• **Exercise prompt**
Number of lines below with the word "task": give it and nothing more.

• **Extracted information**
+++
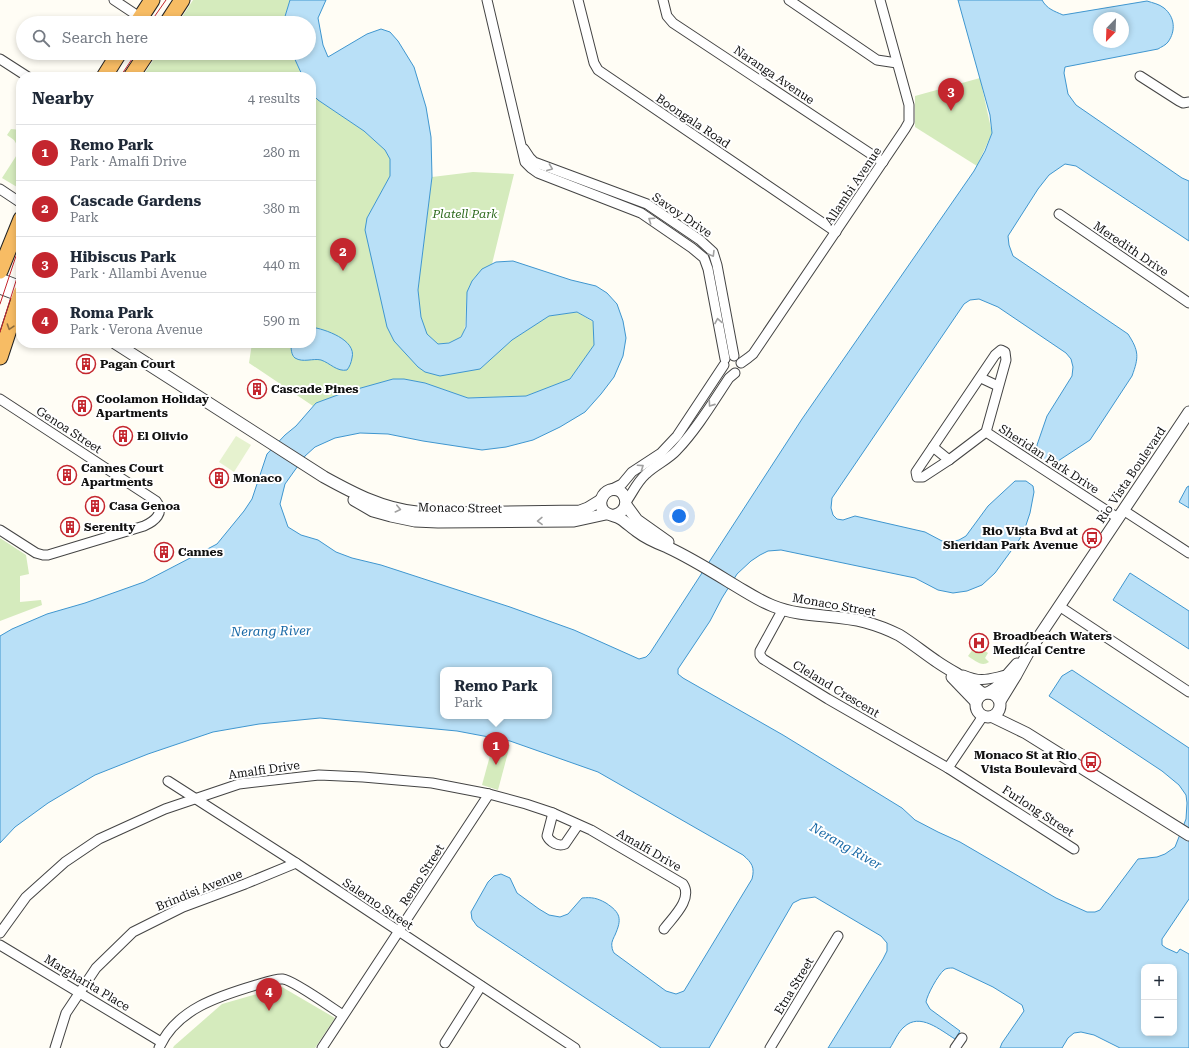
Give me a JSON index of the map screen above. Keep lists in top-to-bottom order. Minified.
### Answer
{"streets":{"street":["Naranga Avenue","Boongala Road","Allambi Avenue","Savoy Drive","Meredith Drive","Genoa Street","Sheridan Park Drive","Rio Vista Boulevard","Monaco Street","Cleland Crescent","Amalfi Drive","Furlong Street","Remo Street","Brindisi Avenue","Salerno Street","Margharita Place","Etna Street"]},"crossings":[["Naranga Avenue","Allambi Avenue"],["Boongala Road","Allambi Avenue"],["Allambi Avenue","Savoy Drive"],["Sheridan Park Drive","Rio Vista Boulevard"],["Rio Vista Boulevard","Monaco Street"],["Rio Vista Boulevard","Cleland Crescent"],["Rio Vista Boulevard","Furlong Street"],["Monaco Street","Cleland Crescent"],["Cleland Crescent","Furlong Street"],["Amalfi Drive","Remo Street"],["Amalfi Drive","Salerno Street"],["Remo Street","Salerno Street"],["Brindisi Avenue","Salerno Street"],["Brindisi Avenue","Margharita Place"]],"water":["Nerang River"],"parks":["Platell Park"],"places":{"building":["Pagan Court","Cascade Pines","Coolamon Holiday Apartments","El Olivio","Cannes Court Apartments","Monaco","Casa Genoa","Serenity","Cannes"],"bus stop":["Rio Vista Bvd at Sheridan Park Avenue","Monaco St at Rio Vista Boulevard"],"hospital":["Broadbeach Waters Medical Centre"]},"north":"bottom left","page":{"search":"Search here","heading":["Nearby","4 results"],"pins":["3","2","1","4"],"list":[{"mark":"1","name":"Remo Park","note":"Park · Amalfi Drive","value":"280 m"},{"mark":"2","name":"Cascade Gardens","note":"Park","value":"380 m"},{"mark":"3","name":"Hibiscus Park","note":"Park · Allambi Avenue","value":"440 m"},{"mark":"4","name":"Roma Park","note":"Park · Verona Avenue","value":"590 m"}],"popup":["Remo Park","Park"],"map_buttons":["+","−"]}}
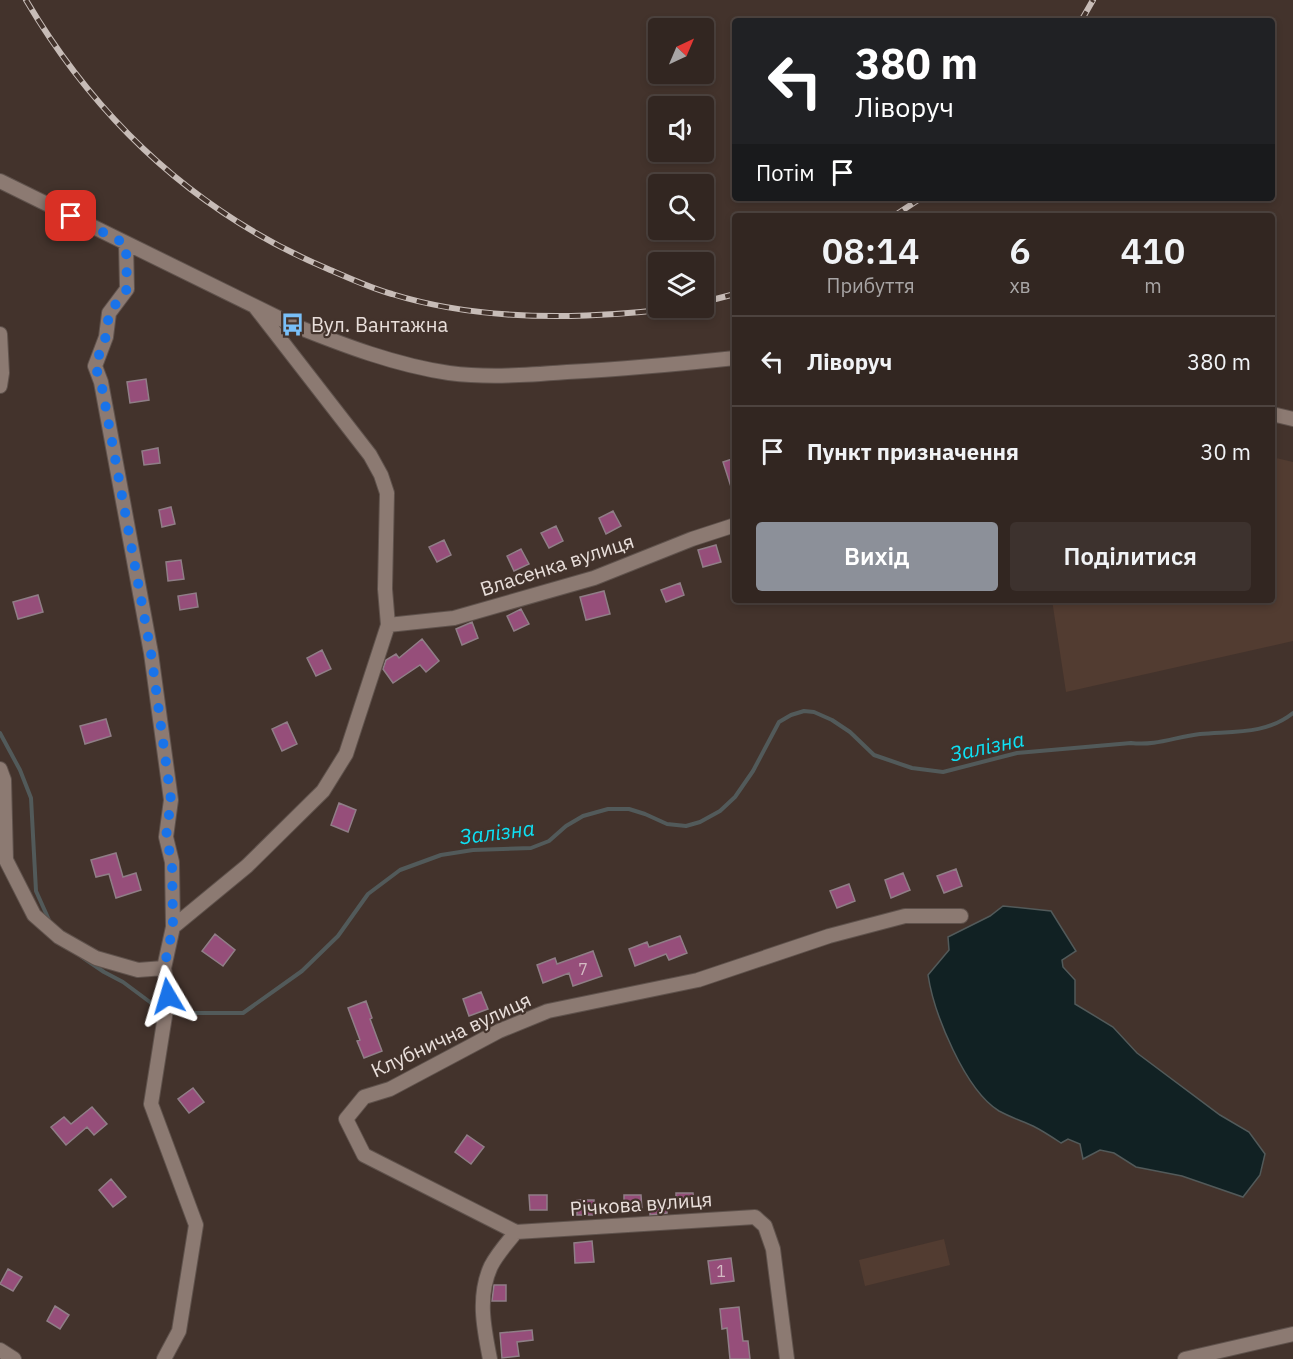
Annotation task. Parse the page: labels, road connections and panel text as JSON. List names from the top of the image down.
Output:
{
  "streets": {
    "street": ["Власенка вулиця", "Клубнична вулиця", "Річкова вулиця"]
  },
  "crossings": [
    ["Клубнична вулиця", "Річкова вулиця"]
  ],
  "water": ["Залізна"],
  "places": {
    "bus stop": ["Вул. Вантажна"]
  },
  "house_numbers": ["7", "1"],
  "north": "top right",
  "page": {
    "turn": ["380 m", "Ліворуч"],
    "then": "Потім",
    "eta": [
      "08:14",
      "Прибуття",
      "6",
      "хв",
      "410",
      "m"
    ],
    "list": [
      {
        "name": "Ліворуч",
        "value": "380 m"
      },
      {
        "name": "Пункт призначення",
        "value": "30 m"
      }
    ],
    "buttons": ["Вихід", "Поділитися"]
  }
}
+++
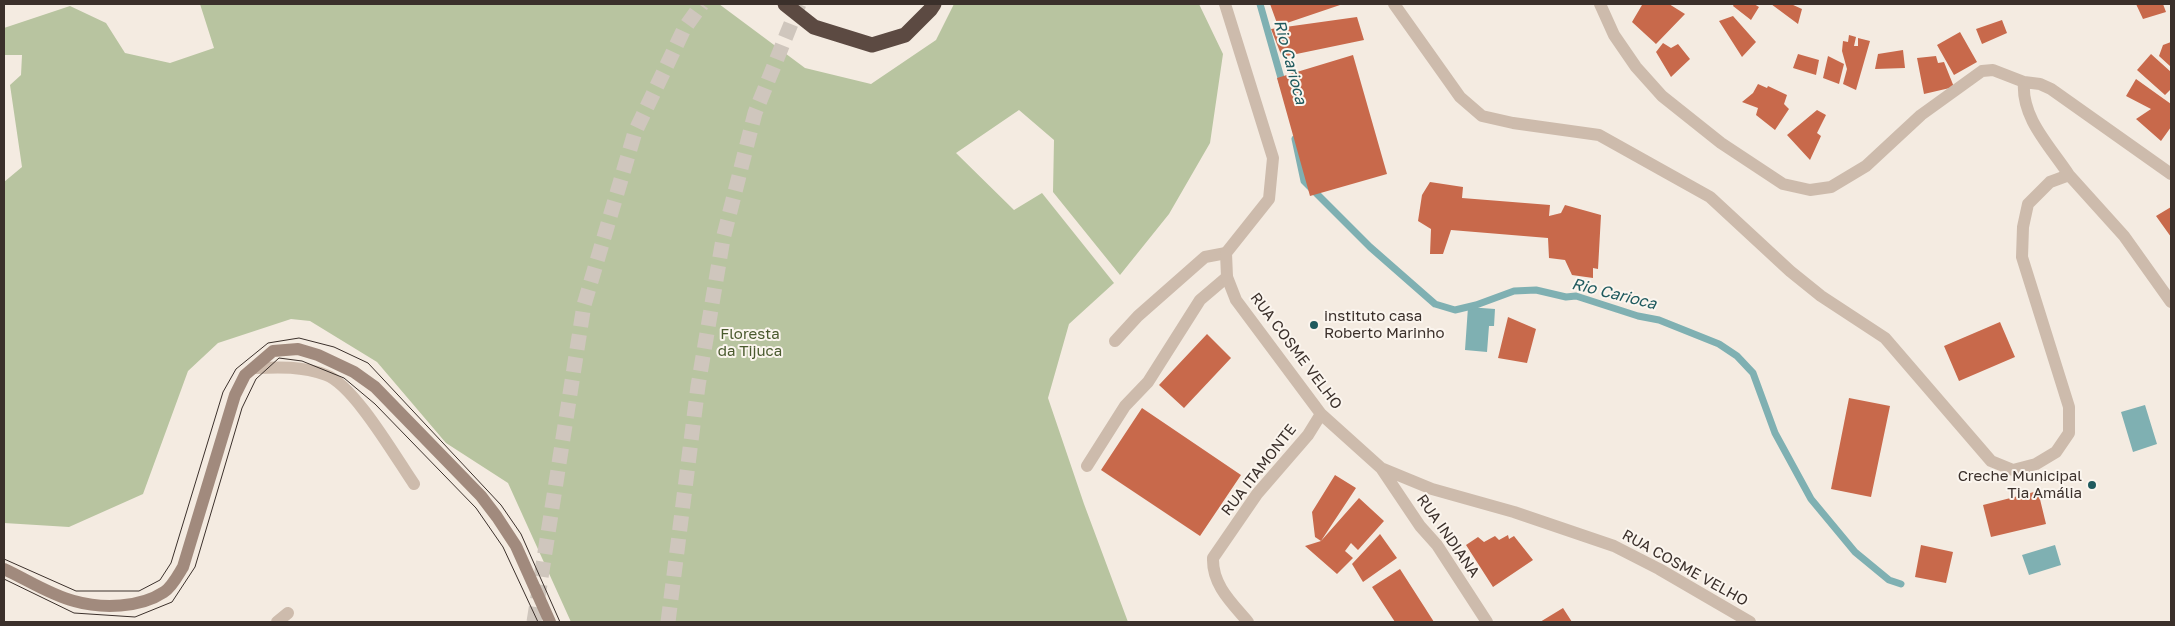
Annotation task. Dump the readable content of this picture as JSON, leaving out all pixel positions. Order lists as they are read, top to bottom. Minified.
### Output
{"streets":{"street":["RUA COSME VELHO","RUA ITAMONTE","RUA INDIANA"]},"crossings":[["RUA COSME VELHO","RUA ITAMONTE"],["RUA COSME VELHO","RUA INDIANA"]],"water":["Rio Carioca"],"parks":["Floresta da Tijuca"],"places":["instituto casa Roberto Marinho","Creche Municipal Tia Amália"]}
+++
• **Exercise output**
2